I am looking at you, and when I look at you I am seeing your eyes; they are outside me. But that is not the proper way of looking at you. You have to look through my eyes and I have to look through your eyes, so that instead of myself and yourself being face to face, we stand in collaboration parallelly – one 'enters' the other. The two eyes have become one eye; the two heads have become one head and they come to a state of coalescence. Who is seeing? This question will not arise at that time. Are you seeing the object or the object is seeing you? You may say it is either way. It may be that you are seeing through the eye of the object or the object is seeing through your eyes. If this practice of nyasa in the process of worship becomes successful, divinity will enter the worshipper.

The great god, the incarnation, whoever be your ideal you are worshipping, is seeing through your eyes and you are seeing through its eyes so that it 'is' you and you 'are' it. I hope you are able to appreciate what this means. Its hands are your hands and your hands are its hands. Your heart is its heart; its heart is your heart. Your feet are its, and vice versa. Every part of your body is correspondingly the part of the body of that divinity you are adoring in meditation.

Then what happens? You have absolute control over that object in the same way as you have complete control over the limbs of your own body. I can tell my hand to lift, and it lifts; I can tell my legs to walk and they walk.
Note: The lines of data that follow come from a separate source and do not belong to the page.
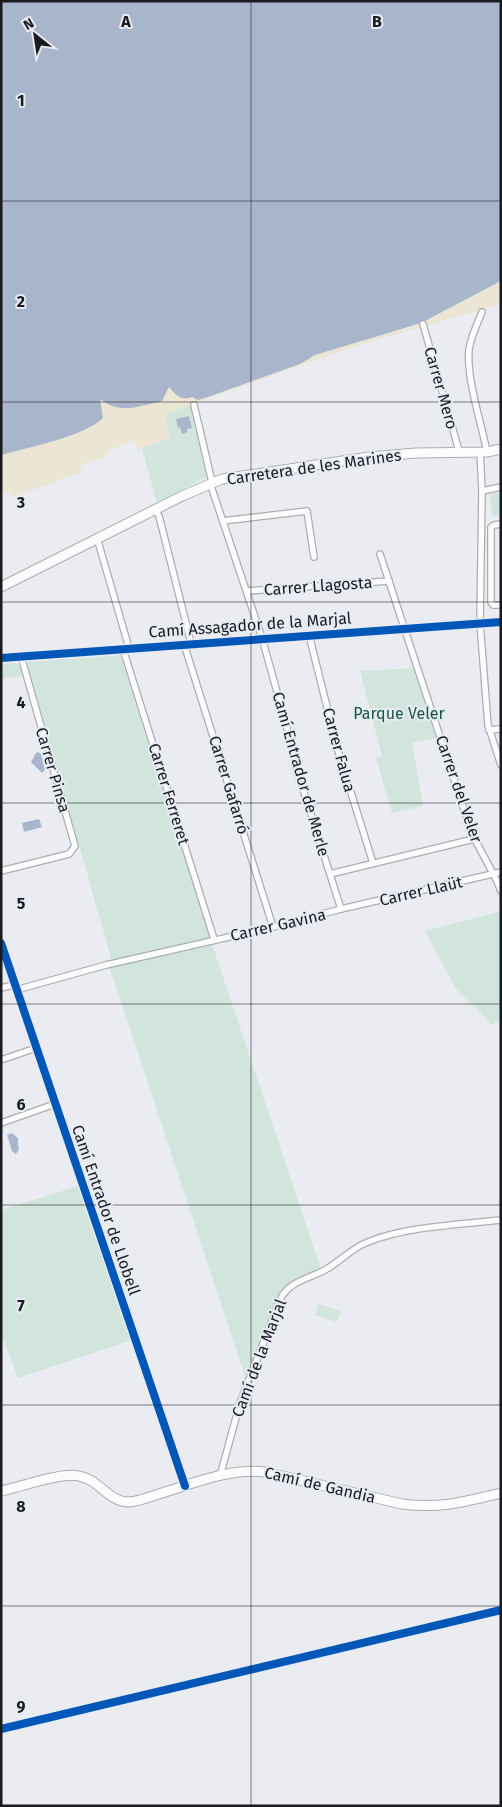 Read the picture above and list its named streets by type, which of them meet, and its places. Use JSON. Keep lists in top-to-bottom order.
{
  "streets": {
    "main road": ["Carretera de les Marines", "Camí de Gandia"],
    "street": [
      "Carrer Mero",
      "Carrer Llagosta",
      "Camí Assagador de la Marjal",
      "Carrer Falua",
      "Carrer Pinsa",
      "Camí Entrador de Merle",
      "Carrer Gafarró",
      "Carrer del Veler",
      "Carrer Ferreret",
      "Carrer Llaüt",
      "Carrer Gavina",
      "Camí Entrador de Llobell",
      "Camí de la Marjal"
    ]
  },
  "crossings": [
    ["Carrer Mero", "Carretera de les Marines"],
    ["Carretera de les Marines", "Camí Entrador de Merle"],
    ["Carretera de les Marines", "Carrer Gafarró"],
    ["Carretera de les Marines", "Carrer Ferreret"],
    ["Carrer Llagosta", "Camí Assagador de la Marjal"],
    ["Carrer Llagosta", "Camí Entrador de Merle"],
    ["Carrer Llagosta", "Carrer del Veler"],
    ["Camí Assagador de la Marjal", "Carrer Falua"],
    ["Camí Assagador de la Marjal", "Carrer Pinsa"],
    ["Camí Assagador de la Marjal", "Camí Entrador de Merle"],
    ["Camí Assagador de la Marjal", "Carrer Gafarró"],
    ["Camí Assagador de la Marjal", "Carrer del Veler"],
    ["Camí Assagador de la Marjal", "Carrer Ferreret"],
    ["Camí Entrador de Merle", "Carrer Llaüt"],
    ["Camí Entrador de Merle", "Carrer Gavina"],
    ["Carrer Gafarró", "Carrer Gavina"],
    ["Carrer del Veler", "Carrer Llaüt"],
    ["Carrer Ferreret", "Carrer Gavina"],
    ["Carrer Llaüt", "Carrer Gavina"],
    ["Carrer Gavina", "Camí Entrador de Llobell"],
    ["Camí Entrador de Llobell", "Camí de Gandia"],
    ["Camí de la Marjal", "Camí de Gandia"]
  ],
  "parks": ["Parque Veler"],
  "north": "top left",
  "grid": {
    "columns": ["A", "B"],
    "rows": [
      "1",
      "2",
      "3",
      "4",
      "5",
      "6",
      "7",
      "8",
      "9"
    ]
  }
}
But if I tell the legs of somebody else to walk, they need not, because they are not identified with my consciousness. The legs of another person have not become one with my legs; therefore, I cannot tell them to walk. They will not move. But if my legs have become another's legs, and if I tell them to move, they will move.

The whole building will move if your consciousness has identified itself with it, part by part, little by little, bit by bit, in every little detail, and you become the whole building itself. This is the secret behind the nyasa technique of worship in the ritual of daily performance in temples, or even in one's own altar at home. Such a process has to be adopted in our meditation on the object, whatever be that object which we have chosen for the purpose.
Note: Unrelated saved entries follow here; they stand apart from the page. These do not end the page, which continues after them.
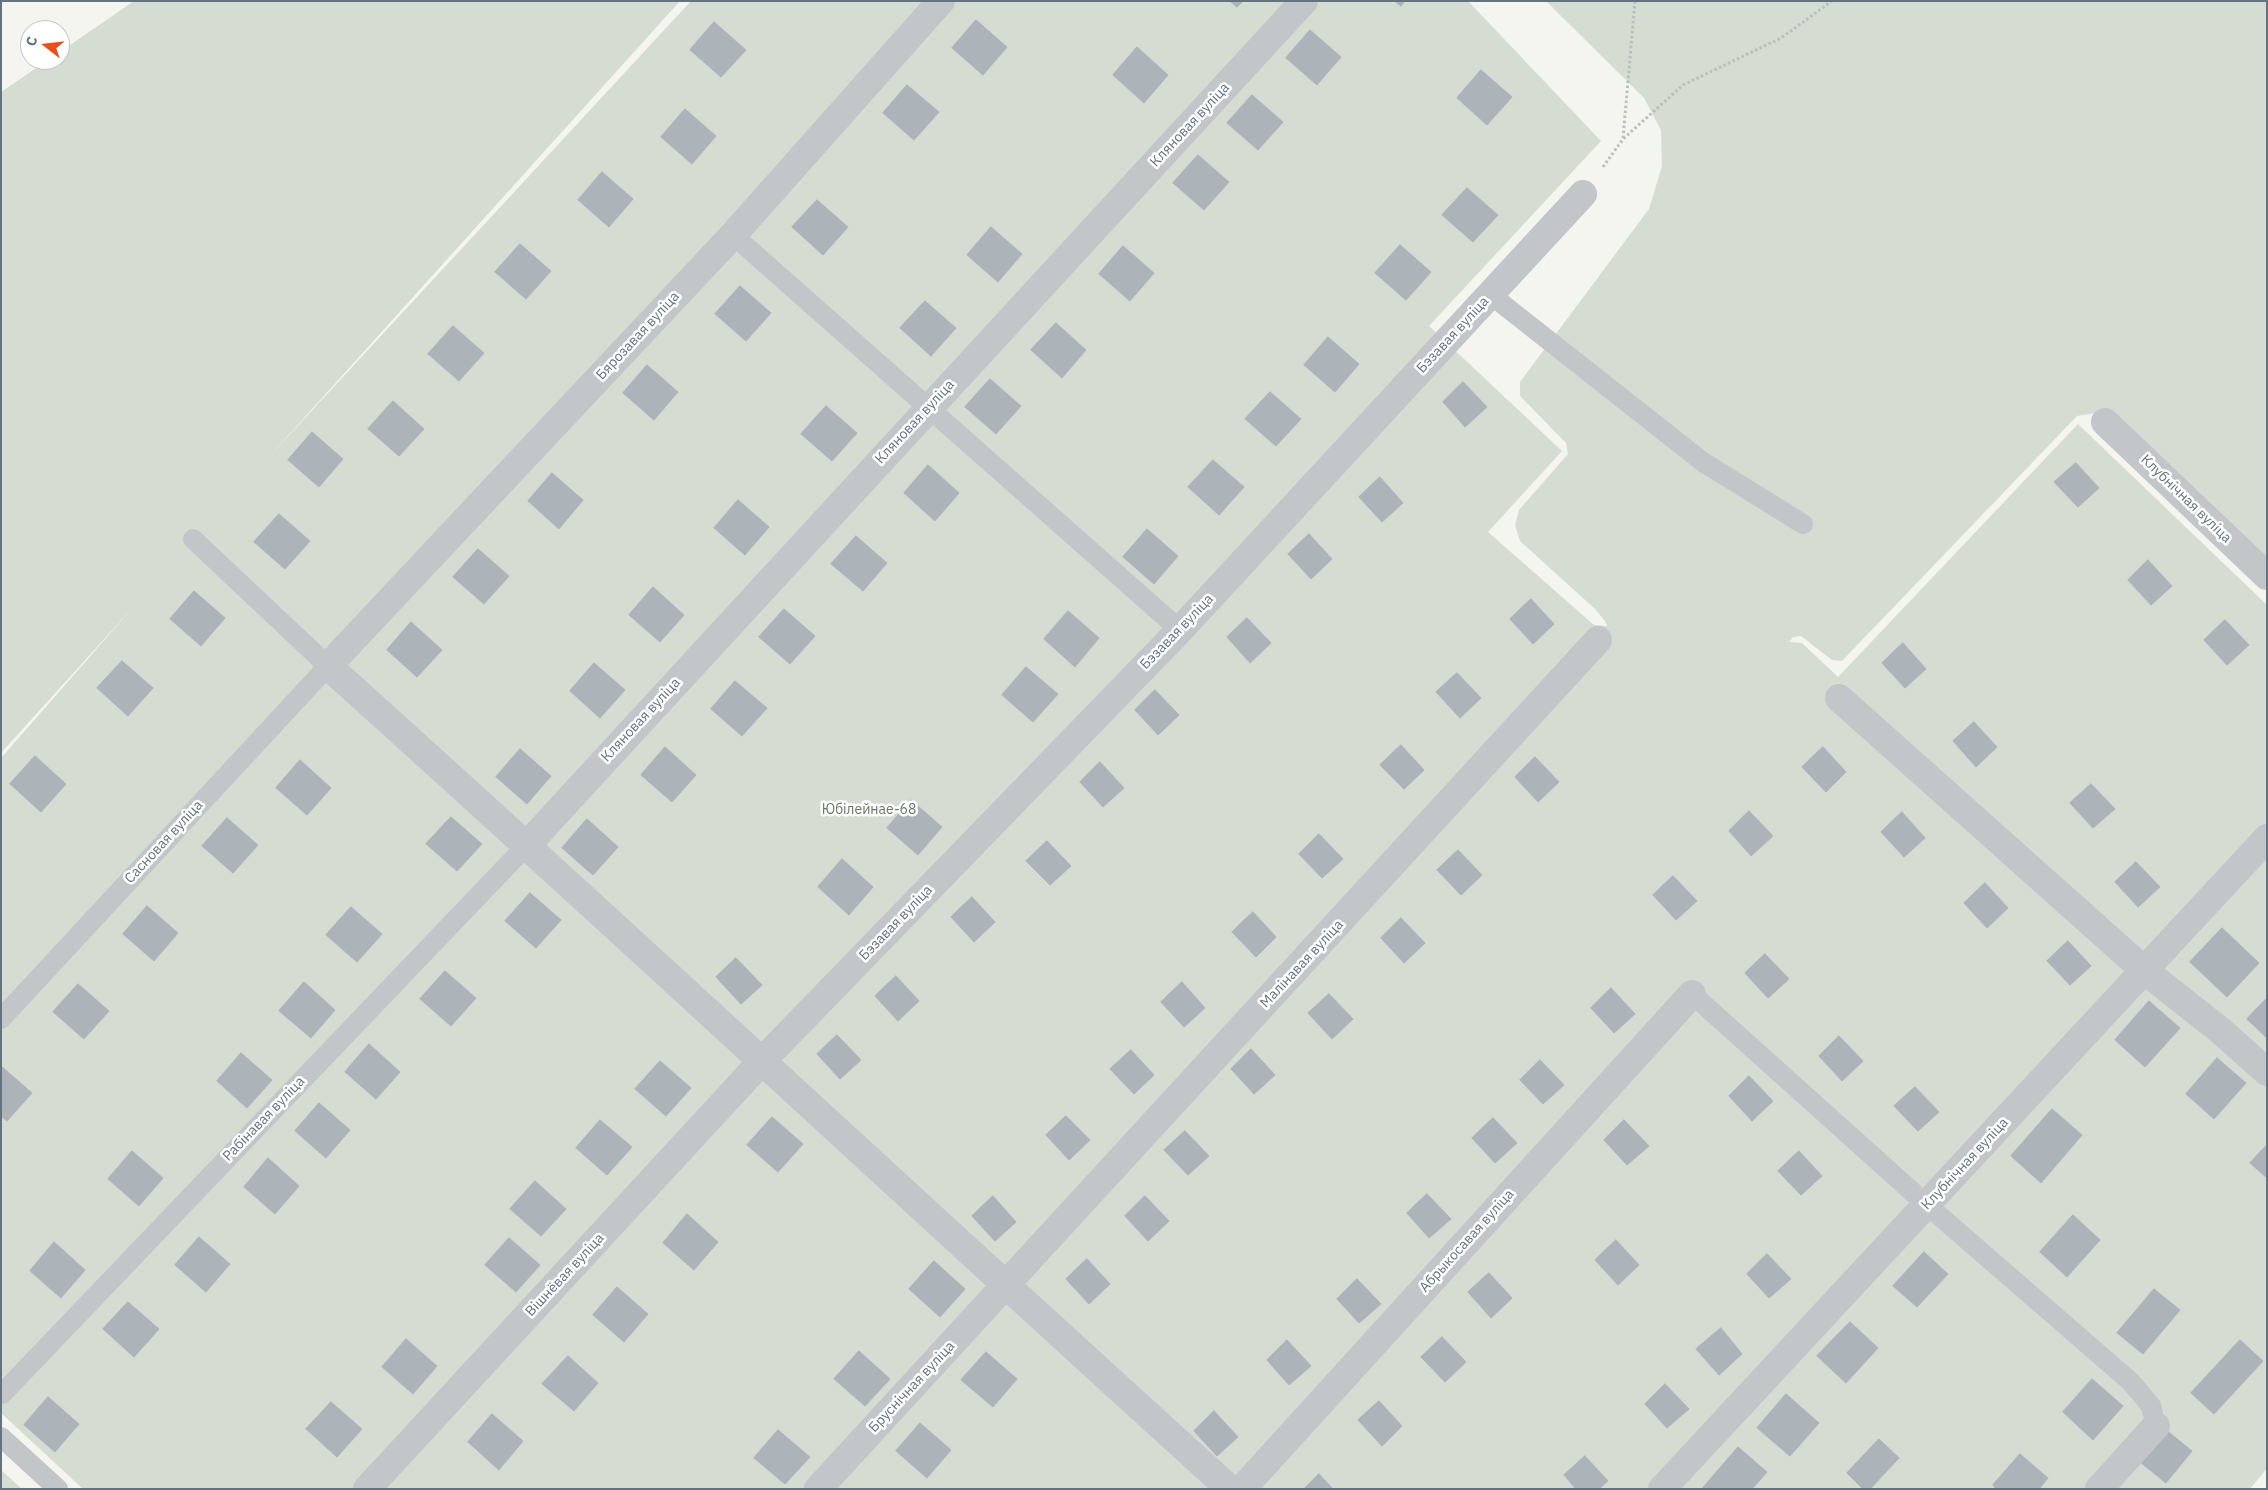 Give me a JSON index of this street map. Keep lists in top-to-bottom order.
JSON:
{
  "streets": {
    "street": [
      "Кляновая вуліца",
      "Бэзавая вуліца",
      "Бярозавая вуліца",
      "Клубнічная вуліца",
      "Малінавая вуліца",
      "Абрыкосавая вуліца",
      "Вішнёвая вуліца",
      "Бруснічная вуліца"
    ],
    "lane": ["Сасновая вуліца", "Рабінавая вуліца"]
  },
  "crossings": [
    ["Кляновая вуліца", "Рабінавая вуліца"],
    ["Бэзавая вуліца", "Вішнёвая вуліца"],
    ["Бярозавая вуліца", "Сасновая вуліца"],
    ["Малінавая вуліца", "Бруснічная вуліца"]
  ],
  "parks": ["Юбілейнае-68"],
  "north": "left"
}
There is an interesting aphorism of sage Patanjali in his Yoga Sutras which refers to this kind of process: The identification of yourself with the object of meditation is somewhat like the identity seen when a coloured object is brought near a clear crystal, so that the colour has entered the crystal; the crystal becomes red if a red flower is brought near it. The objective and subjective sides enter into each other and the one is indistinguishable from the other.

The crystal may be compared to the meditating consciousness. The object of meditation may be regarded as something similar to that which is brought near the crystal. In the process of the entry of the structure of the object into the structure of the crystal, and the very substantiality of the crystal itself, the two get identified into a single mass of being, so that one will see that the object itself has become the crystal or the crystal has become the object.
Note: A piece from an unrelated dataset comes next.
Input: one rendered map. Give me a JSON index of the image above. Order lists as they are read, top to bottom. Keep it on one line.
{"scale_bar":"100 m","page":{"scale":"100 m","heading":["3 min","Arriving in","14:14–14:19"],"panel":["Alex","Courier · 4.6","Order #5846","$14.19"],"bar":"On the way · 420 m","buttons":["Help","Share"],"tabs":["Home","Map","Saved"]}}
The object 'flows' into the subject; the subject 'flows' into the object. Or to cite another illustration, imagine that there are two tanks filled with water up to the brim and they are on equal level (not one high and one below). There is a passage between one tank and the other tank so that water flows slowly through that passage from one tank to the other tank, and from the other tank to this tank. One will not know the water of which tank is flowing to which tank. There is a mutual commingling of the waters of two tanks. The water in between, in that passage, may be considered as the water of this tank or that tank.

In this consciousness of the identification through the placement of nyasa mentioned, the object becomes united with the consciousness of the meditator in such a way that, at that time, in that experience, one will not know whether the object is within oneself or oneself is within the object. Who is in whom? Is the object meditating upon you, or are you meditating upon the object? If the great God is in front of you, is He contemplating you when He gazes at you, or are you contemplating on Him? Either way the answer is correct.